William Hubbard is a Cleveland-based attorney whose firm Thompson Hine LLP often represents companies that have been slapped with “greenwashing” suits.

“It’s always easy to claim someone is a hypocrite, and in order to manufacture anything you have to use some amount of energy. To ship product to the store, it has to go on a truck. There is some environmental tradeoff for any product,” Hubbard said. “I think companies have to be aware of their statements and if they’re claiming environmental attributes of the product, they’re in a pretty safe place as long as they’re clear and have data.”

Hubbard said having third-party certification is also key to a successful defense.

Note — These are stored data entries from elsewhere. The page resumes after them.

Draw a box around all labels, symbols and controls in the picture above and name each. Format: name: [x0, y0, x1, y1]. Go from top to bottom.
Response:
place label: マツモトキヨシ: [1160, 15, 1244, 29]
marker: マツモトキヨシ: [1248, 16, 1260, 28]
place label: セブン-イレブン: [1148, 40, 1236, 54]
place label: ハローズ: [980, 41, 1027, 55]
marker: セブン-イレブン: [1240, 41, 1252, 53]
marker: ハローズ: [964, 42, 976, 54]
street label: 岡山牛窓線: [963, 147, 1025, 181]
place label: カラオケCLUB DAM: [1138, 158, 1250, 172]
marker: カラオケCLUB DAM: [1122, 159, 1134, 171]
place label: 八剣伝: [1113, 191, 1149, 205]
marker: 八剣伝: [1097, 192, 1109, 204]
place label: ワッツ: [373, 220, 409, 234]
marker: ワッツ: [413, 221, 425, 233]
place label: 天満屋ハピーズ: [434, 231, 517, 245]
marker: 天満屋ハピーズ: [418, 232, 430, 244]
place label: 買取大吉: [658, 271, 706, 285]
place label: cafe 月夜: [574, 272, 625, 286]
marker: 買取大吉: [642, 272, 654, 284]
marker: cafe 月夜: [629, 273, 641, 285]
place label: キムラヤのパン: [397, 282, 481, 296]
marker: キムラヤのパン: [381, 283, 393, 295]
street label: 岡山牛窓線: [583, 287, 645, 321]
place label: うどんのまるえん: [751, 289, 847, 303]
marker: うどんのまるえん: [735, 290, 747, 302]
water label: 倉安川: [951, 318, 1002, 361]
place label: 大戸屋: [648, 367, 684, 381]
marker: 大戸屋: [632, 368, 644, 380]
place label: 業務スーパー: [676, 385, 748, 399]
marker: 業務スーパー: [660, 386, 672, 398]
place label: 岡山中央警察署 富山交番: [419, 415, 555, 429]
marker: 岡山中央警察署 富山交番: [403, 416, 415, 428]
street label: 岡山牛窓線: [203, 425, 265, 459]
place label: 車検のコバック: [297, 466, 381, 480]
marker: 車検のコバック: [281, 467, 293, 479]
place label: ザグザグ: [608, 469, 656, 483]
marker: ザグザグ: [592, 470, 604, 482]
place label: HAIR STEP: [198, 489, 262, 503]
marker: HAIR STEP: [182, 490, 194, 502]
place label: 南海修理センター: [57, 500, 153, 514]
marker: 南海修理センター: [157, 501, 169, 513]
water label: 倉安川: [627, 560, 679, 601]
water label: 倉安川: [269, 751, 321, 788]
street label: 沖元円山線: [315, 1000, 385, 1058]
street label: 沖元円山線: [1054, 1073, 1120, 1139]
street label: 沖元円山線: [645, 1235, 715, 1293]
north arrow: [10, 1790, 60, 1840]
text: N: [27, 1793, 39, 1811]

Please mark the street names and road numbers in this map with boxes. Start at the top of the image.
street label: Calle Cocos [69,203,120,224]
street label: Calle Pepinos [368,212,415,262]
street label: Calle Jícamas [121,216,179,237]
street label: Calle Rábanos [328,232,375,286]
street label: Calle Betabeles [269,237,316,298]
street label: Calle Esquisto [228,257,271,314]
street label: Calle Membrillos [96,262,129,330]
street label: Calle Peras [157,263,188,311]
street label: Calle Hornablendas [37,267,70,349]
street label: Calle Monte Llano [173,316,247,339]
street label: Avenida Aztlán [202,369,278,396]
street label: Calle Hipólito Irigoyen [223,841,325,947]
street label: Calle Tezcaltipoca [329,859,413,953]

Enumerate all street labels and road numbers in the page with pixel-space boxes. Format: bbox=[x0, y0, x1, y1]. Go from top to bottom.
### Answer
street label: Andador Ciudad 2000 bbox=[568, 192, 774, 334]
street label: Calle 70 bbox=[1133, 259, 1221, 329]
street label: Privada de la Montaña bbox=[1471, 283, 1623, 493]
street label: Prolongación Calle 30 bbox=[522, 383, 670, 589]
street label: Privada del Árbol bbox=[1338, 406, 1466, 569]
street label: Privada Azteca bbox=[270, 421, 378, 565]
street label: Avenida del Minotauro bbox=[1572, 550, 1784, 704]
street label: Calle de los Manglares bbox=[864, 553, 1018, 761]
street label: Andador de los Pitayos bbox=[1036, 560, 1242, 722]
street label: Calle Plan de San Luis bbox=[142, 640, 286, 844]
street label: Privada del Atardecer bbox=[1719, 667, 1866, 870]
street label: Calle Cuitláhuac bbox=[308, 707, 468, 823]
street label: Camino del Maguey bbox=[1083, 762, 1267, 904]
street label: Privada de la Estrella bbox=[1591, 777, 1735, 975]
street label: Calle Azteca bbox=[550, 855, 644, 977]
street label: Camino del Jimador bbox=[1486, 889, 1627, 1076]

“It’s a way for them to say, ‘don’t take our word for it, this third party certifying body — not necessarily inspecting or testing the product but collecting the information — is kind of auditing it,” he said. “But a lot of companies get in trouble with the Green Guides actually by using fake certification. It looks like certification, but there is no third party designation put on the product, whether they’re saying it’s recyclable or biodegradable, or whatever.”

Hubbard believes some greenwashing suits are less about consumer protection from false advertising, and more about making political points.

“I think there’s a lot of environmental advocacy groups doing that, focusing on either some content, whether it’s formaldehyde, or PFAS or BPA or phthalates or other chemicals they’re concerned about and a lot of times they use it hopeful the claim will survive just the filing,” Hubbard said. “Just filing the claim gets news and just them filing the claim is somewhat their goal, not necessarily to be successful.”

Jochmans said that because the Green Guides have not been updated and improved upon in a decade, many have nowhere to go but the courts to seek relief.

“The courts seem to be the only avenues for pursuing some of these issues. If you don’t have enough laws on the books on what the standards are, the courts seem like an obvious place to go,” she said. “There’s not one agreed-upon definition. Everyone has their own interpretation of basically what is deceptive or unfair advertising of a product, but there’s not a five-point test for something to qualify and because of that the area is ripe for litigation.”

Jochmans said that the rise of ESG (Environmental, Social and Governance), a sustainability rating that investors use to weigh a company’s risk and growth potential, has made the desire to make environmental claims—and to shoot down the bad actors—even greater.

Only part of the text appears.